Jumat, 30 Desember 2011

Dari Warung Susu ke Gelanggang Mahasiswa (Bagian 4-Habis)

Majunya Sinyo sebagai capresma tentu di luar perkiraan banyak pihak. Apalagi dengan FLP yang menjadi kendaraan politik. Sebab, FLP digawangi oleh salah satu Menteri (Ketua Departemen) di BEM KM UGM, Zaki. Tetapi sampai verifikasi usai, keputusan maju tetap dijalankan. Jadilah tahun ini mengulang sejarah tahun 2007, ketika waktu itu Reza Ikhwan yang dicalonkan FLP tampil menantang Budiyanto, capres dari Partai Bunderan. Hasilnya memang berpihak pada Bunderan waktu itu.

Keputusan maju Giovanni van Empel langsung diiringi oleh konsolidasi tim. Ivan langsung bergerak merekrut tim kampanye dari beragam latar belakang. Tim Desain dan 'Media Promosi' memang punya keahlian desain poster yang prima. Juga dengan backup beberapa senior seperti Agung Baskoro, Lakso Anindito (yang mendukung jauh-jauh dari Jakarta), serta beberapa senior lain. Walaupun, saya harus mundur dari tim kampanye karena posisi saya di KAMMI.

Adapun apa yang terjadi setelahnya di tim kampanye Sinyo, saya tidak mengetahui.

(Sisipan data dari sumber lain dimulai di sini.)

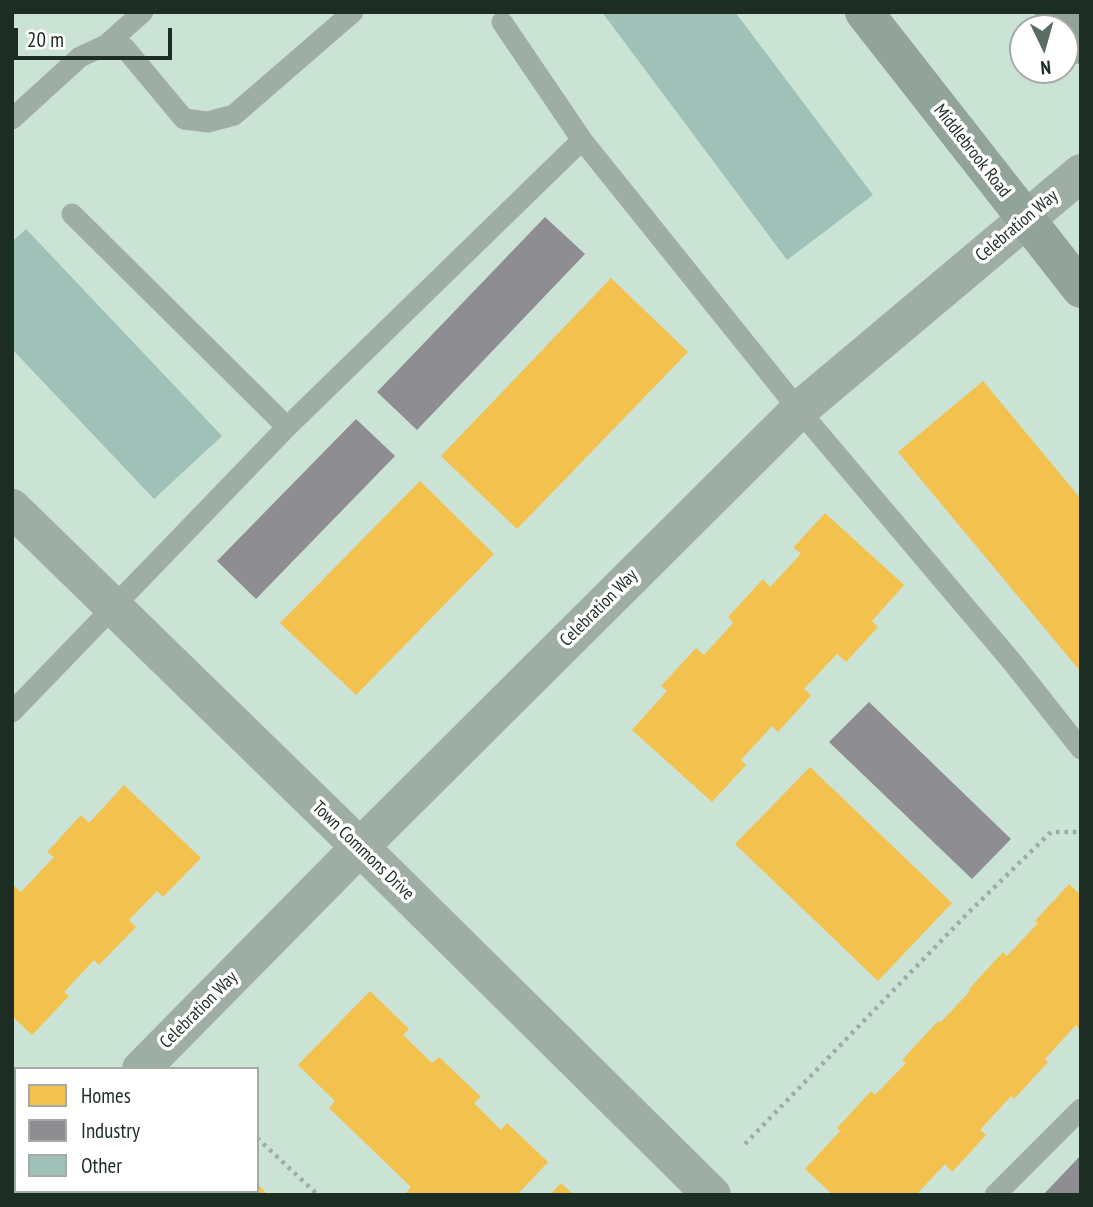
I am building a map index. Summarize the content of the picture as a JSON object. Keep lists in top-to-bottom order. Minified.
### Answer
{"streets":{"main road":["Middlebrook Road"],"street":["Celebration Way","Town Commons Drive"]},"crossings":[["Middlebrook Road","Celebration Way"],["Celebration Way","Town Commons Drive"]],"legend":["Homes","Industry","Other"],"scale_bar":"20 m","north":"bottom"}
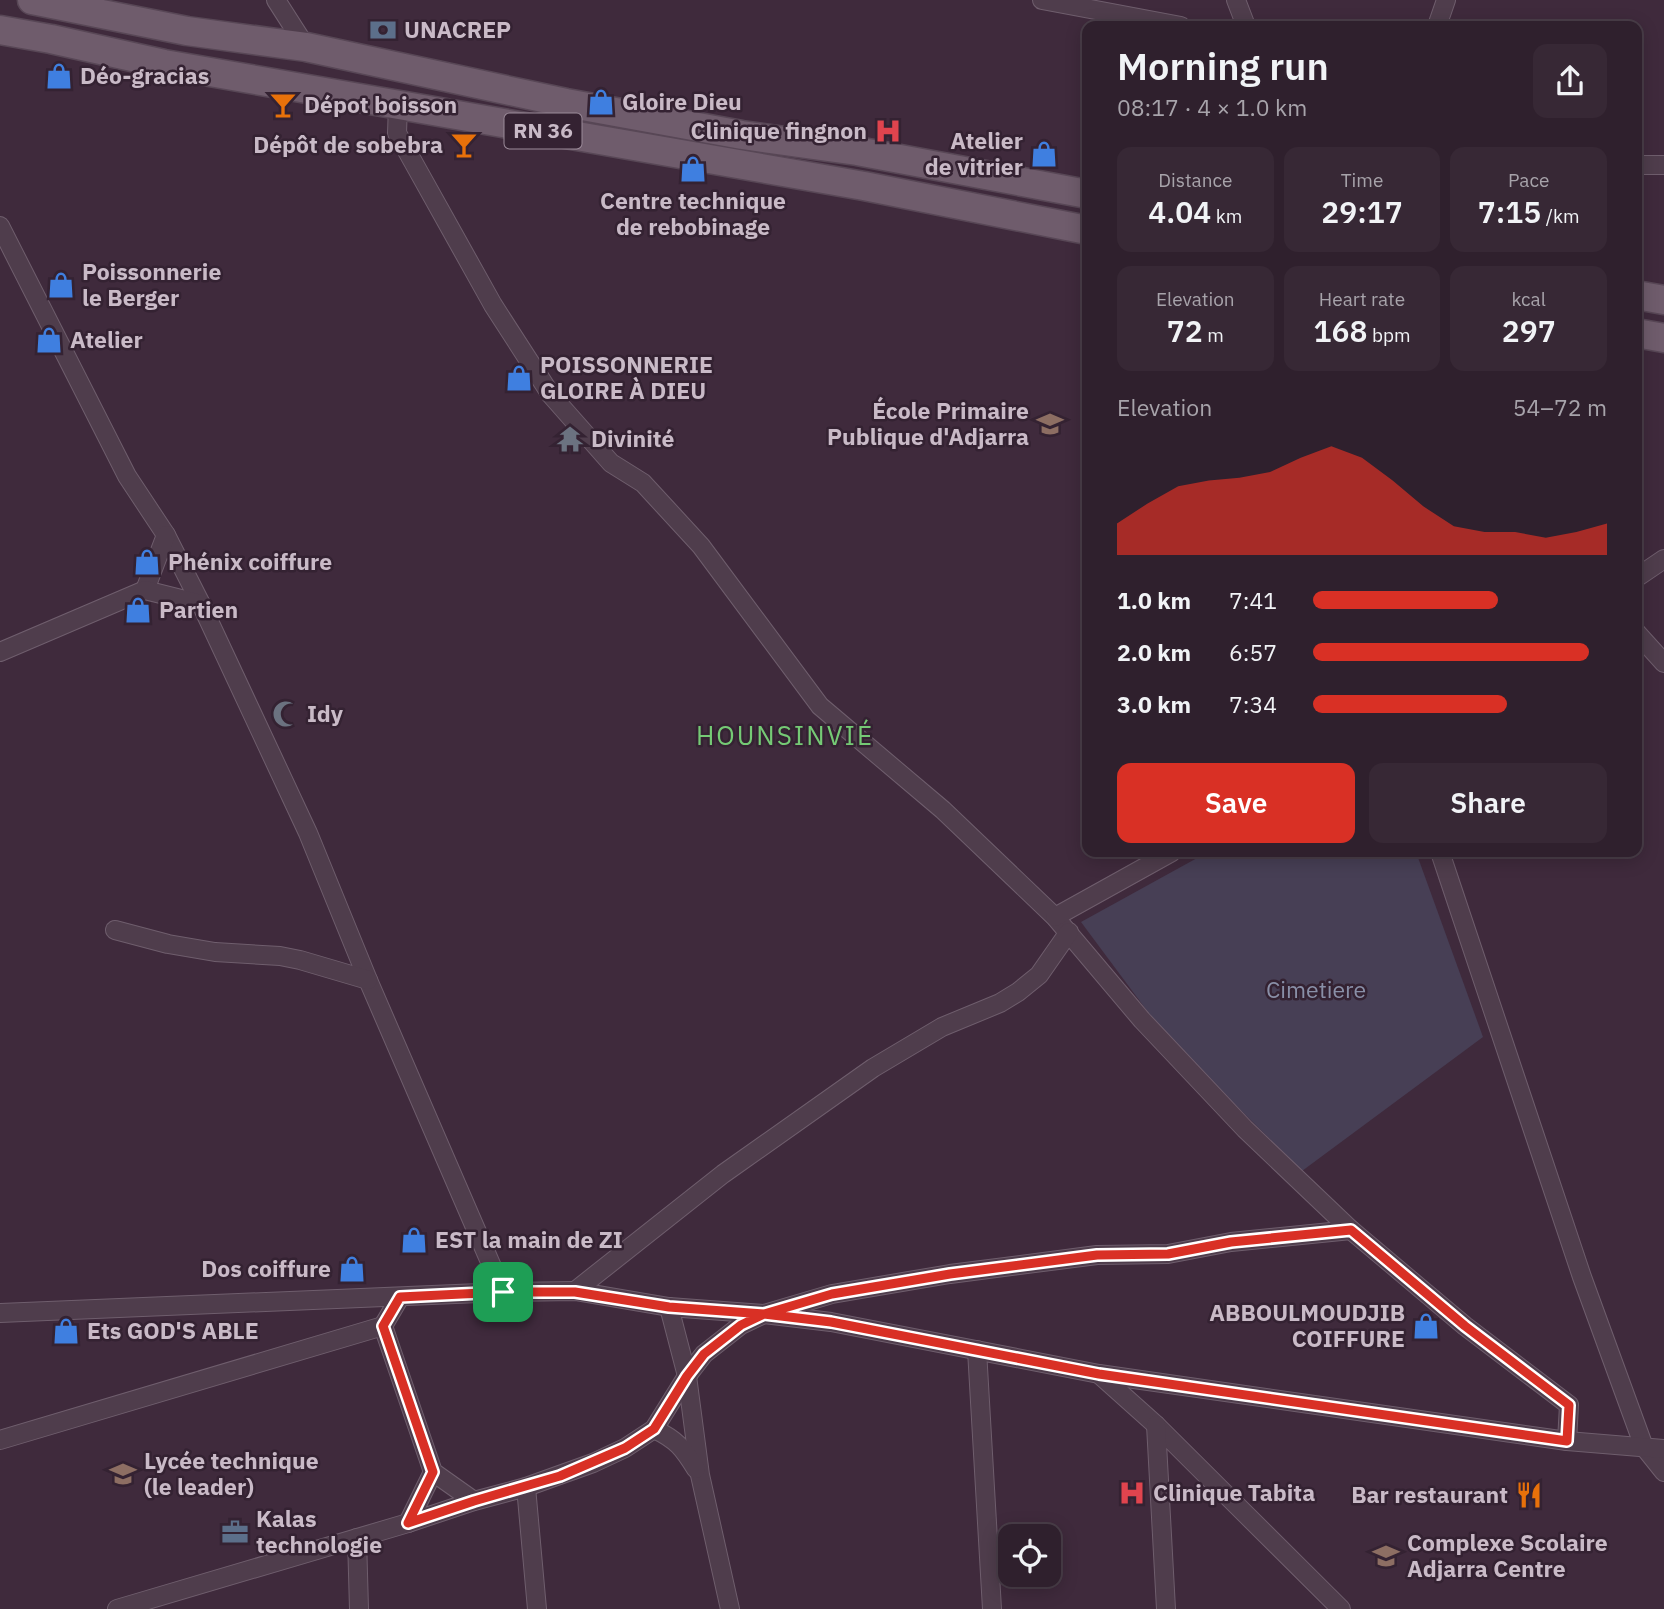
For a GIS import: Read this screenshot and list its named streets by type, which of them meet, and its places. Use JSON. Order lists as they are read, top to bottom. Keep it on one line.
{"streets":{"main road":["RN 36"]},"districts":["HOUNSINVIÉ"],"parks":["Cimetiere"],"places":{"bank":["UNACREP"],"shop":["Déo-gracias","Gloire Dieu","Atelier de vitrier","Centre technique de rebobinage","Poissonnerie le Berger","Atelier","POISSONNERIE GLOIRE À DIEU","Phénix coiffure","Partien","EST la main de ZI","Dos coiffure","ABBOULMOUDJIB COIFFURE","Ets GOD'S ABLE"],"bar":["Dépot boisson","Dépôt de sobebra"],"hospital":["Clinique fingnon","Clinique Tabita"],"school or university":["École Primaire Publique d'Adjarra","Lycée technique (le leader)","Complexe Scolaire Adjarra Centre"],"temple":["Divinité"],"mosque":["Idy"],"restaurant":["Bar restaurant"],"office":["Kalas technologie"]},"page":{"heading":["Morning run","08:17 · 4 × 1.0 km"],"stats":[["Distance","4.04 km"],["Time","29:17"],["Pace","7:15 /km"],["Elevation","72 m"],["Heart rate","168 bpm"],["kcal","297"]],"chart":["Elevation","54–72 m"],"list":[{"name":"1.0 km","note":"7:41"},{"name":"2.0 km","note":"6:57"},{"name":"3.0 km","note":"7:34"}],"buttons":["Save","Share"]}}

Sebab, posisi saya sebagai Pengurus Harian KAMMI UGM juga mengharuskan saya mengambil jalan berbeda. Apalagi setelah Ivan memutuskan untuk mundur dan fokus di tim kampanye Sinyo. Saya dan beberapa kawan yang mengambil posisi 'jalan tengah' akhirnya lebih memutuskan untuk membereskan urusan di dalam KAMMI sendiri sembari mempersilakan kedua kubu, baik Sinyo maupun Aufa, untuk saling berkompetisi dalam kampanye.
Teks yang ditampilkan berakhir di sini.